Comparative analysis of selected methods for the assessment of antimicrobial and membrane-permeabilizing activity: a case study for lactoferricin derived peptides

Susana Sánchez-Gómez¹ , Marta Lamata¹ , José Leiva^1,2 , Sylvie E Blondelle³ , Roman Jerala⁴ , Jörg Andrä⁵ , Klaus Brandenburg⁵ , Karl Lohner⁶ , Ignacio Moriyón¹ and Guillermo Martínez-de-Tejada¹

¹  Department of Microbiology and Parasitology, University of Navarra, 31080 Pamplona, Spain

²  Clínica Universitaria, University of Navarra, 31080 Pamplona, Spain

³  Torrey Pines Institute for Molecular Studies, San Diego, CA 92121, USA

⁴  Laboratory of Biotechnology, National Institute of Chemistry, 1000 Ljubljana, Slovenia

⁵  Forschungszentrum Borstel, Leibniz-Zentrum für Medizin und Biowissenschaften, D-23845 Borstel, Germany

⁶  Institute of Biophysics and Nanosystems Research, Austrian Academy of Sciences, A-8042 Graz, Austria

author email corresponding author email

BMC Microbiology 2008, 8:196doi:10.1186/1471-2180-8-196

Published:	11 November 2008

Abstract

Background

Growing concerns about bacterial resistance to antibiotics have prompted the development of alternative therapies like those based on cationic antimicrobial peptides (APs). These compounds not only are bactericidal by themselves but also enhance the activity of antibiotics. Studies focused on the systematic characterization of APs are hampered by the lack of standard guidelines for testing these compounds. We investigated whether the information provided by methods commonly used for the biological characterization of APs is comparable, as it is often assumed.
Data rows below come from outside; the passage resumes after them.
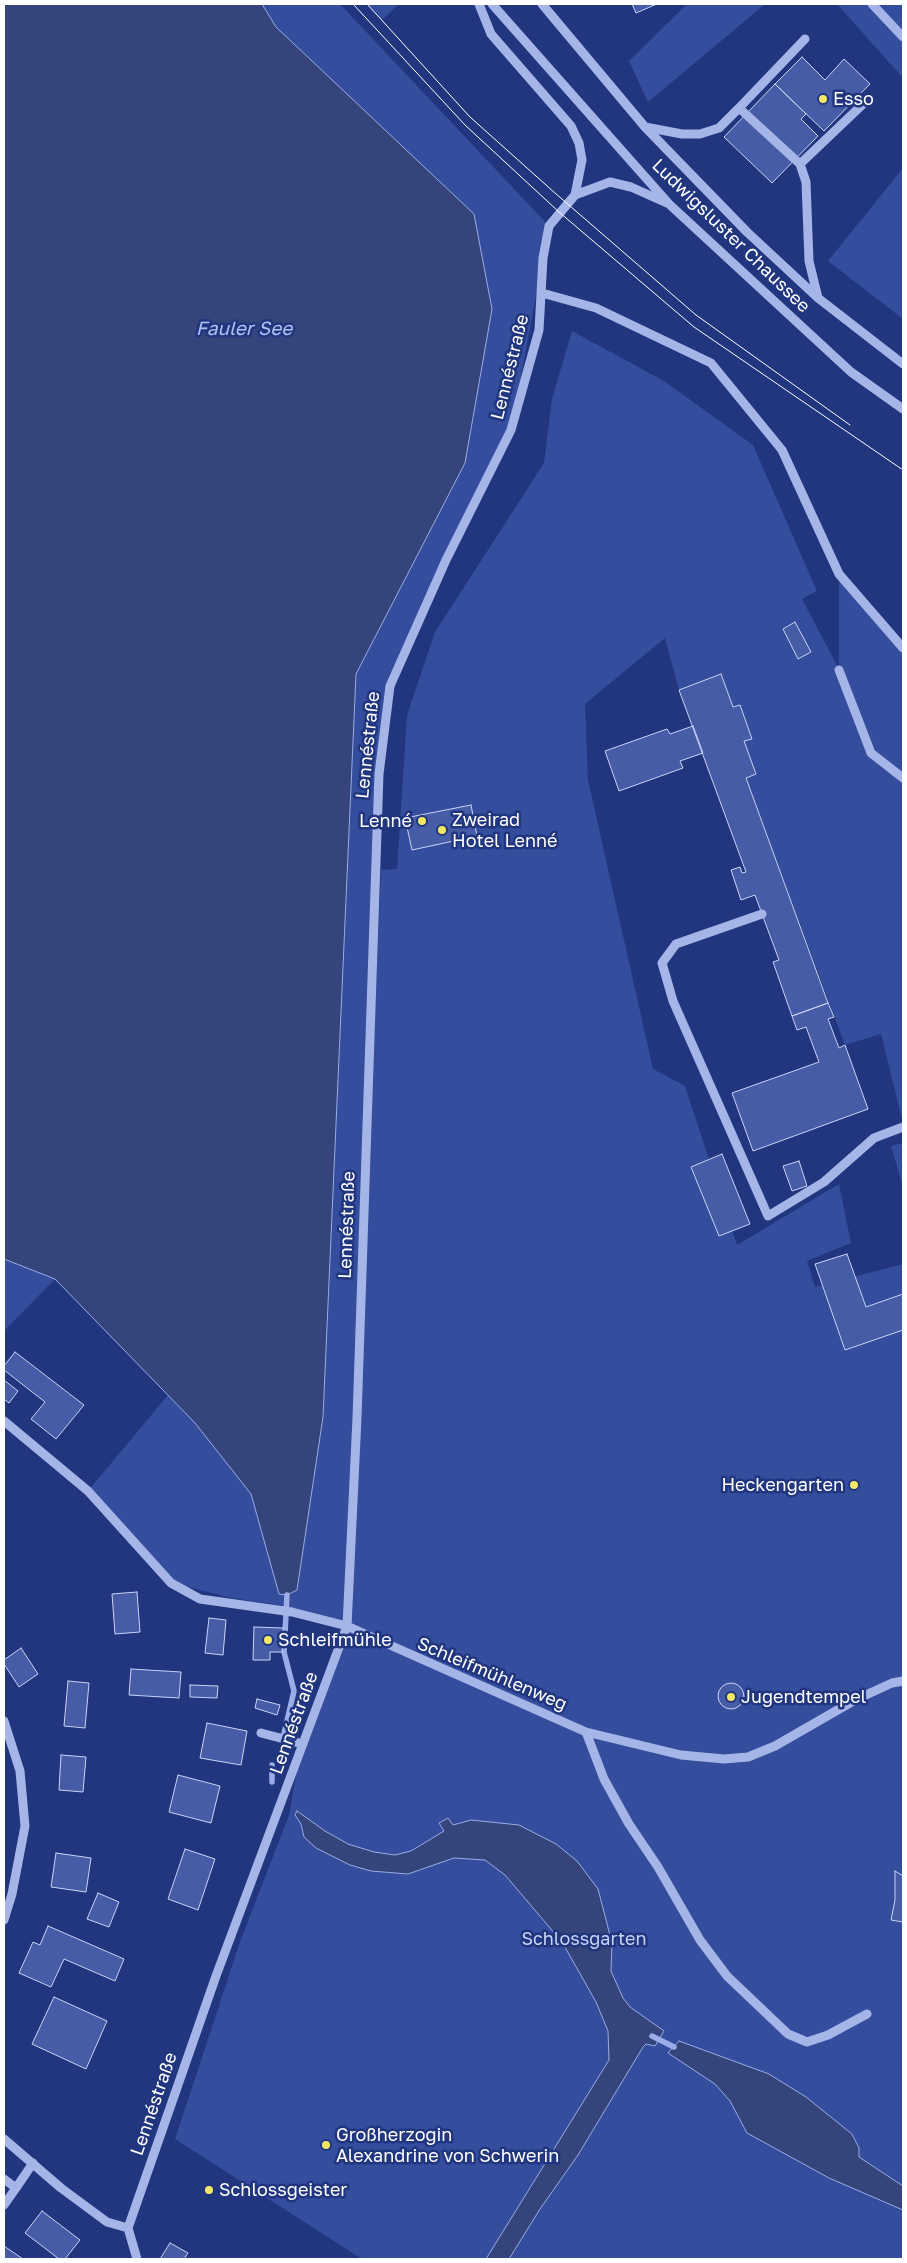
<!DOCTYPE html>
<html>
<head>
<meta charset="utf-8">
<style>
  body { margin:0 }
  #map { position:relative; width:907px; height:2263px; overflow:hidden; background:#21367f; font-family:"Golos Text",sans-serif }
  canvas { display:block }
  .frame { position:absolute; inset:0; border:5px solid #fff; pointer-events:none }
</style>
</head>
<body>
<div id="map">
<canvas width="907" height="2263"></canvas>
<div class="frame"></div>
</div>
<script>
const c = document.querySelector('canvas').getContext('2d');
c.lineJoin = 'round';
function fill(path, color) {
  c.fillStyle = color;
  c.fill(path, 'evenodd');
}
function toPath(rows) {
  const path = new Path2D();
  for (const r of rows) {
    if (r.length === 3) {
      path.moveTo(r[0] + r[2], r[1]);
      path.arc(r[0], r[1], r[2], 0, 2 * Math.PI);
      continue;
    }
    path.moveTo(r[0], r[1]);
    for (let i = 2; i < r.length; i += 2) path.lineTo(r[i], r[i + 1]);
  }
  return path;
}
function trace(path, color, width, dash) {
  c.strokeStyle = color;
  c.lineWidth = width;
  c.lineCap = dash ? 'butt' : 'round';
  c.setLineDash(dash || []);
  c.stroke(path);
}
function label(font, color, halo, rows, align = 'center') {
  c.font = font + ' "Golos Text",sans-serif';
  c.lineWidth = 5;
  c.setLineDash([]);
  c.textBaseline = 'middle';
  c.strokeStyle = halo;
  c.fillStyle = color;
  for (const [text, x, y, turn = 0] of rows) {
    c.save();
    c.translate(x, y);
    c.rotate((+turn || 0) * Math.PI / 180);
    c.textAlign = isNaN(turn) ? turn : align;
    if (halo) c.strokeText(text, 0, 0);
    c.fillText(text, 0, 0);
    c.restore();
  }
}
const green = toPath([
  [262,4,340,4,549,226,511,430,390,686,379,774,361,1336,381,870,397,869,407,715,435,632,544,463,552,399,572,331,664,381,753,445,817,591,802,599,839,669,839,574,903,652,903,1123,881,1034,845,1045,746,778,756,774,744,741,752,738,740,705,733,707,721,674,679,690,665,638,585,704,588,780,653,1069,685,1086,737,1245,839,1184,851,1243,807,1261,815,1287,903,1264,903,2259,362,2259,175,2139,240,1942,289,1815,300,1753,346,1627,285,1606,232,1598,171,1583,88,1491,168,1395,195,1423,251,1494,279,1593,323,1417,356,674,465,463,276,27],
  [367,4,399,4,382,20],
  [687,4,765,4,648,102,629,61],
  [837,4,903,4,903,78],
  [903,168,903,319,828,261],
  [903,1143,903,1187,891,1146],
  [4,1259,55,1279,4,1331]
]);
const water = toPath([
  [4,4,262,4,276,27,474,214,492,309,465,463,356,674,323,1417,297,1590,287,1595,279,1594,251,1494,195,1423,55,1279,4,1259,4,4],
  [297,1811,325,1831,348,1844,374,1852,395,1855,411,1851,444,1831,439,1823,448,1818,453,1825,471,1820,519,1825,556,1844,577,1861,598,1889,612,1943,611,1971,623,1998,630,2007,664,2031,655,2046,646,2044,643,2047,578,2155,540,2209,509,2259,486,2259,609,2060,608,2031,596,2002,562,1942,505,1875,485,1860,454,1858,408,1874,371,1871,350,1865,316,1848,304,1837,301,1824,295,1815,297,1811],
  [679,2041,769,2074,806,2097,852,2134,859,2148,859,2157,903,2186,903,2210,829,2178,747,2133,730,2101,715,2084,668,2053,679,2041]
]);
const stream = toPath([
  [283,1738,294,1691,284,1652,287,1595],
  [272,1765,272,1782],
  [652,2036,674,2047]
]);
const building = toPath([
  [632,4,657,4,636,13,632,4],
  [802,57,825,80,844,59,870,84,824,131,775,84,802,57],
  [775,84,806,114,801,119,818,136,772,183,724,137,775,84],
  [795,622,811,652,798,659,783,629,795,622],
  [721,674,733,707,740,705,752,739,744,741,756,774,746,778,828,1003,792,1016,773,962,779,960,755,895,741,900,731,870,740,867,742,873,746,872,679,690,721,674],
  [693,726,703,753,680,761,683,768,619,791,605,751,667,729,670,734,693,726],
  [471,805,477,836,412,850,405,818,471,805],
  [828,1003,834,1017,828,1019,839,1048,845,1045,868,1109,753,1151,732,1093,819,1062,806,1027,797,1030,792,1016,828,1003],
  [722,1154,750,1224,719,1236,691,1167,722,1154],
  [799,1161,807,1186,792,1191,783,1166,799,1161],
  [847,1254,866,1307,903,1294,903,1330,845,1350,815,1264,847,1254],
  [15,1352,84,1405,56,1439,31,1419,45,1402,4,1370,4,1366,15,1352],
  [4,1380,18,1391,9,1403,4,1399,4,1380],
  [137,1592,140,1632,115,1634,112,1594,137,1592],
  [209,1618,226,1620,223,1655,205,1653,209,1618],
  [254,1627,283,1628,282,1652,270,1652,270,1660,253,1660,254,1627],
  [21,1648,38,1674,19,1687,4,1664,4,1660,21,1648],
  [131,1669,181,1672,179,1698,129,1695,131,1669],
  [68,1681,89,1683,85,1728,64,1726,68,1681],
  [731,1696,13],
  [190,1685,218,1686,217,1698,190,1697,190,1685],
  [257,1699,280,1705,277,1715,255,1708,257,1699],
  [207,1723,247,1731,241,1765,200,1758,207,1723],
  [61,1755,86,1757,83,1792,59,1790,61,1755],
  [178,1775,220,1786,211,1823,169,1812,178,1775],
  [185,1849,215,1859,198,1910,168,1899,185,1849],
  [56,1853,91,1858,86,1892,51,1887,56,1853],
  [895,1871,903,1876,903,1922,891,1920,895,1900,895,1871],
  [98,1893,119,1902,109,1927,87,1919,98,1893],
  [48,1926,124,1959,115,1981,64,1959,51,1987,19,1973,33,1942,40,1945,48,1926],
  [54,1997,107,2021,86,2069,32,2044,54,1997],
  [42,2211,80,2240,65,2259,59,2259,25,2233,42,2211],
  [170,2243,188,2253,184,2259,160,2259,170,2243],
  [4,2246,23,2259,4,2259,4,2246]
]);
const minor = toPath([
  [479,4,491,34,571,126,579,143,582,160,575,195],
  [492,4,669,204,851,372,903,409],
  [542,4,645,127,747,232,818,298,903,364],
  [872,4,903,37],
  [739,108,805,39],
  [645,127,682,134,700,134,719,128,739,108,800,164,806,182,809,261,818,298],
  [800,164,862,105],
  [542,293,596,308,711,363,782,450,839,574,903,648],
  [839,670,871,753,903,778],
  [762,914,676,944,662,963,673,1001,768,1216,824,1182,874,1138,903,1127],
  [4,1421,88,1491,171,1583,200,1599,292,1612,347,1626,586,1732,681,1755,724,1759,748,1757,775,1746,855,1700,892,1683,903,1681],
  [4,1721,20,1771,25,1826,12,1894,4,1920],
  [586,1732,604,1779,629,1824,658,1867,700,1940,727,1976,788,2034,807,2042,828,2035,867,2014],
  [261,1733,303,1744],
  [4,2139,61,2188,107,2222,128,2228],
  [4,2179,16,2188,33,2163],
  [4,2205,16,2188],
  [137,2259,128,2228,216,1976,347,1626,357,1418,379,774,390,686,446,560,511,430,539,330,543,258,549,226,575,195,610,182,631,187,669,204]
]);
const tram = toPath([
  [353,4,465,125,559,212,694,327,903,470],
  [367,4,470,117,555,193,696,315,850,425]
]);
const markers = [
  [823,99,5,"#f3e967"],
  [422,821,5,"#f3e967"],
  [442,830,5,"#f3e967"],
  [854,1485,5,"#f3e967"],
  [268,1640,5,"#f3e967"],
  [731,1697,5,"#f3e967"],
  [326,2145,5,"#f3e967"],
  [209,2190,5,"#f3e967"]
];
const poiNames = [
  ["Esso",833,99],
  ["Zweirad",452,820],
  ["Hotel Lenné",452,841],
  ["Lenné",412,821,"right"],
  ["Heckengarten",844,1485,"right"],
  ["Schleifmühle",278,1640],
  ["Jugendtempel",741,1697],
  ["Großherzogin",336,2135],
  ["Alexandrine von Schwerin",336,2156],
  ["Schlossgeister",219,2190]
];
const streetNames = [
  ["Ludwigsluster Chaussee",731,236,44],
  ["Lennéstraße",510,367,-76],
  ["Lennéstraße",368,745,-84],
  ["Lennéstraße",347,1225,-88],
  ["Schleifmühlenweg",492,1674,23],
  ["Lennéstraße",294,1723,-70],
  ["Lennéstraße",154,2104,-71]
];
const parkNames = [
  ["Schlossgarten",584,1939]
];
const waterNames = [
  ["Fauler See",244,329]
];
fill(green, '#344d9d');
fill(water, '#35457b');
trace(water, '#9aade8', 1);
trace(stream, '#9aade8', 5.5);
fill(building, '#465ca6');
trace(building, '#c9d4f5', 1);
trace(minor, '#a6b5e7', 9);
trace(tram, '#fff', 1);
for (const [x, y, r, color] of markers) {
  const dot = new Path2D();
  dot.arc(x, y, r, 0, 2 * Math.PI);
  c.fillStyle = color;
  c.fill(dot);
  trace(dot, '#21367f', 2);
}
label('18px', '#fff', '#21367f', poiNames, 'left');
label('18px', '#fff', '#21367f', streetNames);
label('18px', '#c9d4f5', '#21367f', parkNames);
label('italic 19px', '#b1c0ef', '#21367f', waterNames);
</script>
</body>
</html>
For this purpose, we determined the bacteriostatic, bactericidal, and permeability-increasing activity of synthetic peptides (n = 57; 9–13 amino acid residues in length) analogous to the lipopolysaccharide-binding region of human lactoferricin by a number of the most frequently used methods and carried out a comparative analysis.

Results

While the minimum inhibitory concentration determined by an automated turbidimetry-based system (Bioscreen) or by conventional broth microdilution methods did not differ significantly, bactericidal activity measured under static conditions in a low-ionic strength solvent resulted in a vast overestimation of antimicrobial activity. Under these conditions the degree of antagonism between the peptides and the divalent cations differed greatly depending on the bacterial strain tested. In contrast, the bioactivity of peptides was not affected by the type of plasticware (polypropylene vs. polystyrene). Susceptibility testing of APs using cation adjusted Mueller-Hinton was the most stringent screening method, although it may overlook potentially interesting peptides. Permeability assays based on sensitization to hydrophobic antibiotics provided overall information analogous – though not quantitatively comparable- to that of tests based on the uptake of hydrophobic fluorescent probes.

Conclusion

We demonstrate that subtle changes in methods for testing cationic peptides bring about marked differences in activity. Our results show that careful selection of the test strains for susceptibility testing and for screenings of antibiotic-sensitizing activity is of critical importance. A number of peptides proved to have potent permeability-increasing activity at subinhibitory concentrations and efficiently sensitized Pseudomonas aeruginosa both to hydrophilic and hydrophobic antibiotics.